- _Exercise description_: Return all the entries word for word.

START Source records

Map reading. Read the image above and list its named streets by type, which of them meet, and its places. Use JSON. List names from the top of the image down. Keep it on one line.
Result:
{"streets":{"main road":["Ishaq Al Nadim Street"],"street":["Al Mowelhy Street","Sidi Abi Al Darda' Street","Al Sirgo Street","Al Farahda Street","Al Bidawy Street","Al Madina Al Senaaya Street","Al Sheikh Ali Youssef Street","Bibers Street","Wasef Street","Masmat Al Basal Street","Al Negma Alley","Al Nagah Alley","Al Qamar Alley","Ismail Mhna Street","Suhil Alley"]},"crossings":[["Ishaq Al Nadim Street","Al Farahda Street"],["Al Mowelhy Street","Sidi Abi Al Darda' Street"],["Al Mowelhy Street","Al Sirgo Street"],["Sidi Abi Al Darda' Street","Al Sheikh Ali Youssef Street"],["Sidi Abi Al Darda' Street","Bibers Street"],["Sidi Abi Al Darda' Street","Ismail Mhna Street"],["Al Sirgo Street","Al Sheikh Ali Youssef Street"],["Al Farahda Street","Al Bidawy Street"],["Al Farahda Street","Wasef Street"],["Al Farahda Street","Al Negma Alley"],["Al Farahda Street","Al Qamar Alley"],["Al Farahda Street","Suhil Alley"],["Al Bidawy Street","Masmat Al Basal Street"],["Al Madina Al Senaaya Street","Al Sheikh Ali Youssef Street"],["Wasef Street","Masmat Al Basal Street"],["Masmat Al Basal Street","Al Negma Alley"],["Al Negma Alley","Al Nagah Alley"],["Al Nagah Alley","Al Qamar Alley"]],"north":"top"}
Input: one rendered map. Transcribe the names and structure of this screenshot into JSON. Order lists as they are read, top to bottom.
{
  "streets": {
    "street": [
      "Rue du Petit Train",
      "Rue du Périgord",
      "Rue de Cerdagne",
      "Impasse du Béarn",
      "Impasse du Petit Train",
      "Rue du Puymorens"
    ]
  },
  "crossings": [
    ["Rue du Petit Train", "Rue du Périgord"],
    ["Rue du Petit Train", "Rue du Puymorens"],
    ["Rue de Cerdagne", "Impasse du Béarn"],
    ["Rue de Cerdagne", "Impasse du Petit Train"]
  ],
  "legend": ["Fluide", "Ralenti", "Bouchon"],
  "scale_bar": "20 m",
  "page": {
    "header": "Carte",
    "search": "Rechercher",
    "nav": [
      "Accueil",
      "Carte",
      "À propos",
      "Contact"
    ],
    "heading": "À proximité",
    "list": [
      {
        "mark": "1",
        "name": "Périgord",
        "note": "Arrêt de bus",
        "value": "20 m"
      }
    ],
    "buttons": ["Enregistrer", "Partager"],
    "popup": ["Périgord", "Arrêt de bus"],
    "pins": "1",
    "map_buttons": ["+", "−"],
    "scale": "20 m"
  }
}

END Source records

- _Solved exercise_:
Map reading. Read the image above and list its named streets by type, which of them meet, and its places. Use JSON. List names from the top of the image down. Keep it on one line.
Result:
{"streets":{"main road":["Ishaq Al Nadim Street"],"street":["Al Mowelhy Street","Sidi Abi Al Darda' Street","Al Sirgo Street","Al Farahda Street","Al Bidawy Street","Al Madina Al Senaaya Street","Al Sheikh Ali Youssef Street","Bibers Street","Wasef Street","Masmat Al Basal Street","Al Negma Alley","Al Nagah Alley","Al Qamar Alley","Ismail Mhna Street","Suhil Alley"]},"crossings":[["Ishaq Al Nadim Street","Al Farahda Street"],["Al Mowelhy Street","Sidi Abi Al Darda' Street"],["Al Mowelhy Street","Al Sirgo Street"],["Sidi Abi Al Darda' Street","Al Sheikh Ali Youssef Street"],["Sidi Abi Al Darda' Street","Bibers Street"],["Sidi Abi Al Darda' Street","Ismail Mhna Street"],["Al Sirgo Street","Al Sheikh Ali Youssef Street"],["Al Farahda Street","Al Bidawy Street"],["Al Farahda Street","Wasef Street"],["Al Farahda Street","Al Negma Alley"],["Al Farahda Street","Al Qamar Alley"],["Al Farahda Street","Suhil Alley"],["Al Bidawy Street","Masmat Al Basal Street"],["Al Madina Al Senaaya Street","Al Sheikh Ali Youssef Street"],["Wasef Street","Masmat Al Basal Street"],["Masmat Al Basal Street","Al Negma Alley"],["Al Negma Alley","Al Nagah Alley"],["Al Nagah Alley","Al Qamar Alley"]],"north":"top"}
Input: one rendered map. Transcribe the names and structure of this screenshot into JSON. Order lists as they are read, top to bottom.
{
  "streets": {
    "street": [
      "Rue du Petit Train",
      "Rue du Périgord",
      "Rue de Cerdagne",
      "Impasse du Béarn",
      "Impasse du Petit Train",
      "Rue du Puymorens"
    ]
  },
  "crossings": [
    ["Rue du Petit Train", "Rue du Périgord"],
    ["Rue du Petit Train", "Rue du Puymorens"],
    ["Rue de Cerdagne", "Impasse du Béarn"],
    ["Rue de Cerdagne", "Impasse du Petit Train"]
  ],
  "legend": ["Fluide", "Ralenti", "Bouchon"],
  "scale_bar": "20 m",
  "page": {
    "header": "Carte",
    "search": "Rechercher",
    "nav": [
      "Accueil",
      "Carte",
      "À propos",
      "Contact"
    ],
    "heading": "À proximité",
    "list": [
      {
        "mark": "1",
        "name": "Périgord",
        "note": "Arrêt de bus",
        "value": "20 m"
      }
    ],
    "buttons": ["Enregistrer", "Partager"],
    "popup": ["Périgord", "Arrêt de bus"],
    "pins": "1",
    "map_buttons": ["+", "−"],
    "scale": "20 m"
  }
}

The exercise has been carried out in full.